Honduras upholds industrial lobster diving ban
After the Honduran government agreed to a ban on industrial lobster diving, organizers consider the recent Third Annual Lobster Symposium in La Ceiba, Honduras, a success.
“The government of Honduras … stated that the ban for the diving lobster fishery will be done by mid-2013. A transition national diving plan is being established,” said Jimmy Andino, chief of party for Global FISH Alliance’s Spiny Lobster Initiative-Honduras.
Honduras has one year left on a two-year exemption from industrial lobster diving, and environmental groups were concerned before the meeting that the ban would not be enforced in 2013. The Lobster Symposium was organized by Global FISH Alliance’s Spiny Lobster Initiative, which promotes better management practices to increase lobster populations and includes corporations such as Darden.
“If the Honduran scuba diving issue is not amended, it will no doubt affect Honduras’s ability to maintain and grow markets in the future,” said Roger Bing, VP of seafood purchasing for Darden Restaurants.
The industrial diving ban is important as international foodservice buyers seek more sustainable lobster sources. Darden — one of the largest buyers of lobsters globally — will not buy lobsters that are trawl-caught or scuba dive-caught, said Bing.

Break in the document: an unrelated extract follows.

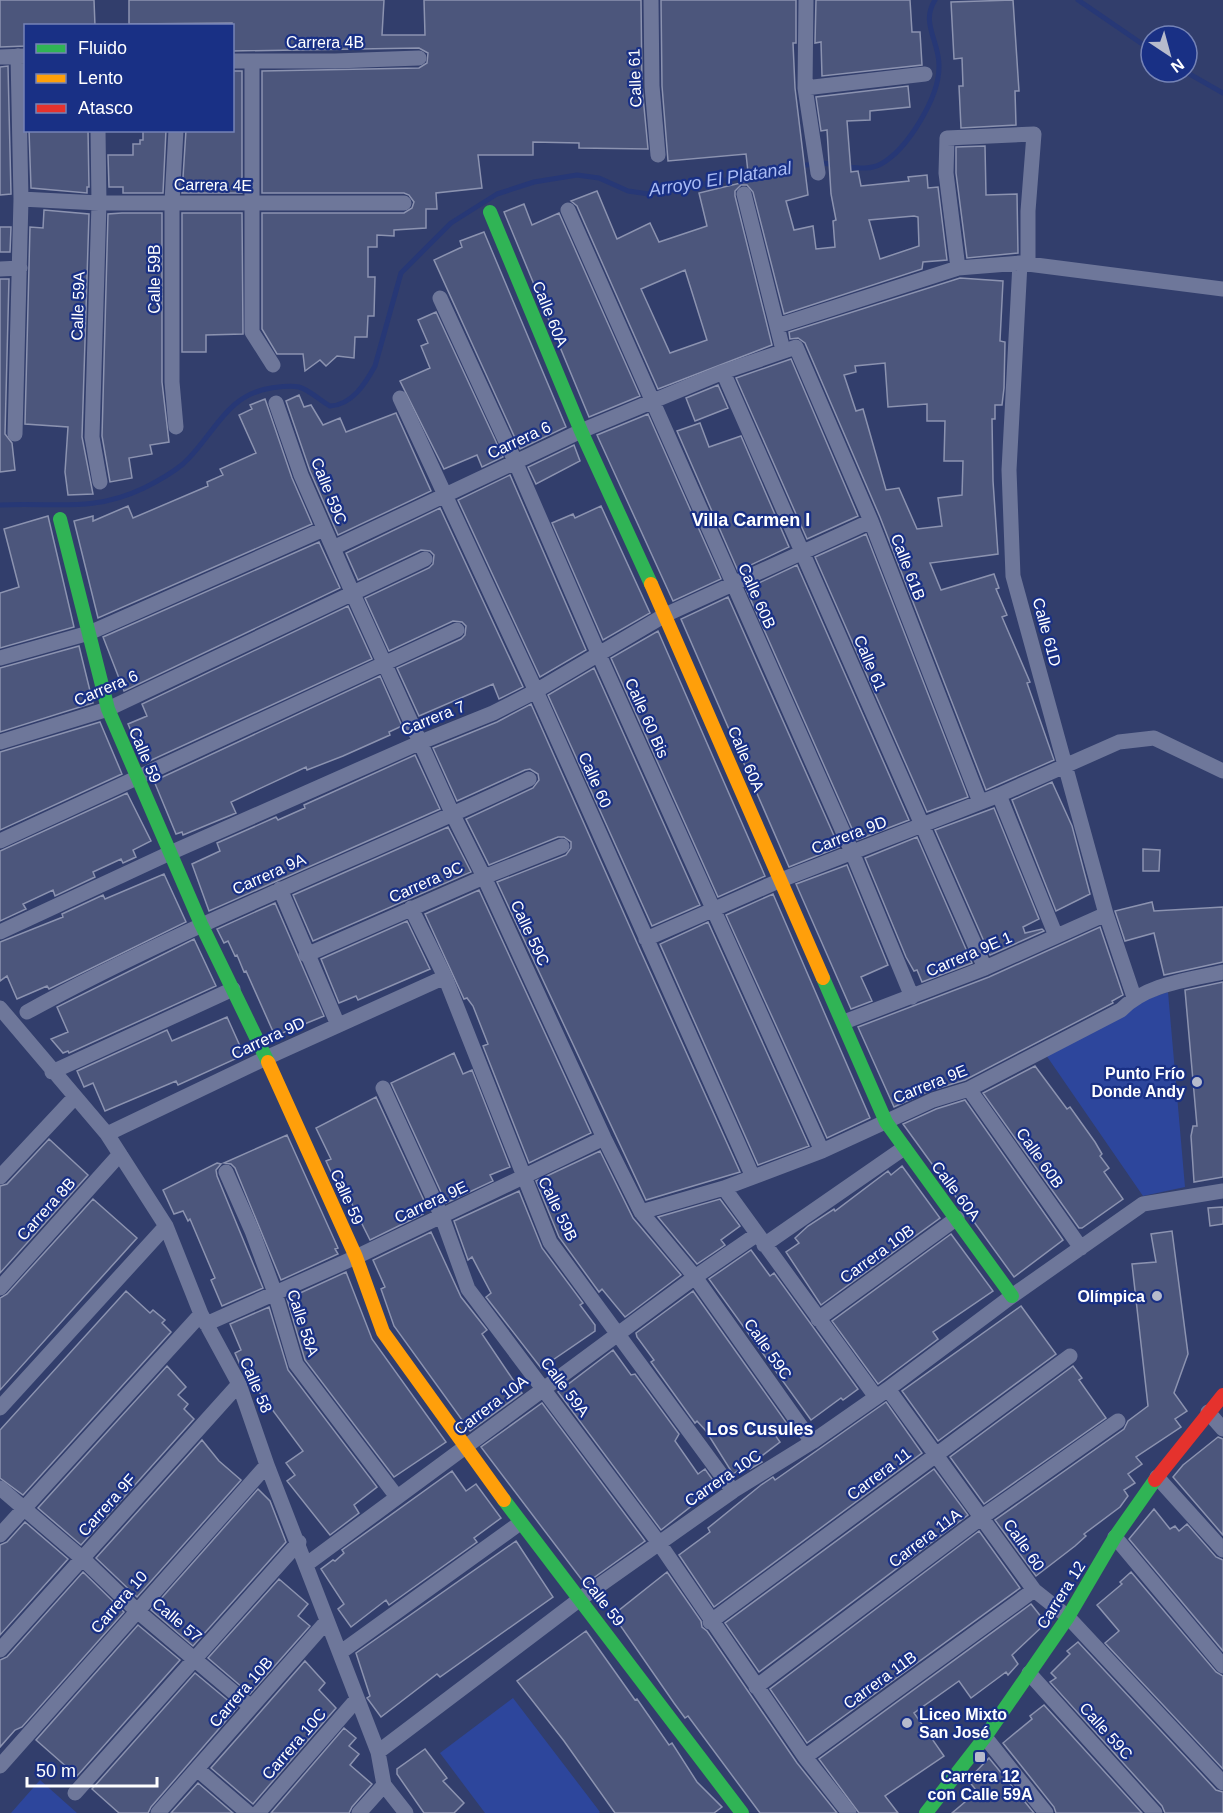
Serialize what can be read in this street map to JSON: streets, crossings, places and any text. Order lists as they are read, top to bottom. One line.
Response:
{"streets":{"street":["Carrera 4B","Calle 61","Carrera 4E","Calle 59B","Calle 59A","Calle 60A","Carrera 6","Calle 59C","Calle 61B","Calle 60B","Calle 61D","Carrera 7","Calle 60 Bis","Calle 59","Calle 60","Carrera 9D","Carrera 9A","Carrera 9C","Carrera 9E 1","Carrera 9E","Carrera 8B","Carrera 10B","Calle 58A","Calle 58","Carrera 10A","Carrera 11","Carrera 10C","Carrera 9F","Carrera 11A","Carrera 12","Carrera 10","Calle 57","Carrera 11B"]},"crossings":[["Calle 61","Carrera 6"],["Calle 61","Carrera 7"],["Calle 61","Carrera 9D"],["Calle 61","Carrera 9E 1"],["Carrera 4E","Calle 59B"],["Carrera 4E","Calle 59A"],["Calle 59B","Carrera 9D"],["Calle 59B","Carrera 9C"],["Calle 59B","Carrera 9E"],["Calle 59B","Carrera 10A"],["Calle 59B","Carrera 10C"],["Calle 59A","Carrera 9E"],["Calle 59A","Carrera 10A"],["Calle 59A","Carrera 11"],["Calle 59A","Carrera 10C"],["Calle 59A","Carrera 11A"],["Calle 59A","Carrera 11B"],["Calle 60A","Carrera 6"],["Calle 60A","Carrera 7"],["Calle 60A","Carrera 9D"],["Calle 60A","Carrera 9E 1"],["Calle 60A","Carrera 9E"],["Calle 60A","Carrera 10B"],["Calle 60A","Carrera 10A"],["Calle 60A","Carrera 10C"],["Carrera 6","Calle 59C"],["Carrera 6","Calle 61B"],["Carrera 6","Calle 60B"],["Carrera 6","Calle 60 Bis"],["Carrera 6","Calle 59"],["Carrera 6","Calle 60"],["Calle 59C","Carrera 7"],["Calle 59C","Carrera 9A"],["Calle 59C","Carrera 9C"],["Calle 59C","Carrera 9E"],["Calle 59C","Carrera 10A"],["Calle 59C","Carrera 10C"],["Calle 59C","Carrera 12"],["Calle 61B","Carrera 7"],["Calle 61B","Carrera 9D"],["Calle 60B","Carrera 7"],["Calle 60B","Carrera 9D"],["Calle 60B","Carrera 9E 1"],["Calle 60B","Carrera 9E"],["Calle 60B","Carrera 10C"],["Calle 61D","Carrera 9D"],["Calle 61D","Carrera 9E 1"],["Calle 61D","Carrera 9E"],["Carrera 7","Calle 60 Bis"],["Carrera 7","Calle 59"],["Carrera 7","Calle 60"],["Calle 60 Bis","Carrera 9D"],["Calle 60 Bis","Carrera 9E"],["Calle 59","Carrera 9D"],["Calle 59","Carrera 9A"],["Calle 59","Carrera 9E"],["Calle 59","Carrera 10A"],["Calle 59","Carrera 10C"],["Calle 60","Carrera 9D"],["Calle 60","Carrera 9E"],["Calle 60","Carrera 10B"],["Calle 60","Carrera 10A"],["Calle 60","Carrera 11"],["Calle 60","Carrera 10C"],["Calle 60","Carrera 11A"],["Calle 60","Carrera 12"],["Calle 60","Carrera 11B"],["Carrera 9D","Calle 58"],["Carrera 9E","Calle 58A"],["Carrera 9E","Calle 58"],["Carrera 9E","Calle 57"],["Carrera 8B","Calle 58"],["Carrera 10B","Calle 58"],["Carrera 10B","Calle 57"],["Calle 58A","Carrera 10A"],["Calle 58","Carrera 10A"],["Calle 58","Carrera 10C"],["Calle 58","Carrera 9F"],["Calle 58","Carrera 10"],["Carrera 9F","Calle 57"],["Carrera 10","Calle 57"]],"districts":["Villa Carmen I","Los Cusules"],"water":["Arroyo El Platanal"],"places":{"other":["Punto Frío Donde Andy","Olímpica","Liceo Mixto San José"],"transit":["Carrera 12 con Calle 59A"]},"legend":["Fluido","Lento","Atasco"],"scale_bar":"50 m","north":"bottom right"}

“We have also withdrawn purchasing from fisheries that have not demonstrated sustainable harvesting practices,” said Bing.
While many support the ban, there are some concerns from the Honduras spiny lobster industry.
“There are a number of issues, [primarily] finding alternative jobs for the scuba divers. Some of the scuba divers feel they need more time to convert to the trap-caught process,” said Bing.
Nearly 40 lobster representatives and a number of government officials attended the meeting. Members of the Association of Active Divers Moskitia met with Association of Boat diving, to develop strategies to make the 2012-2013 fishing season more organized and safe, according to Andino.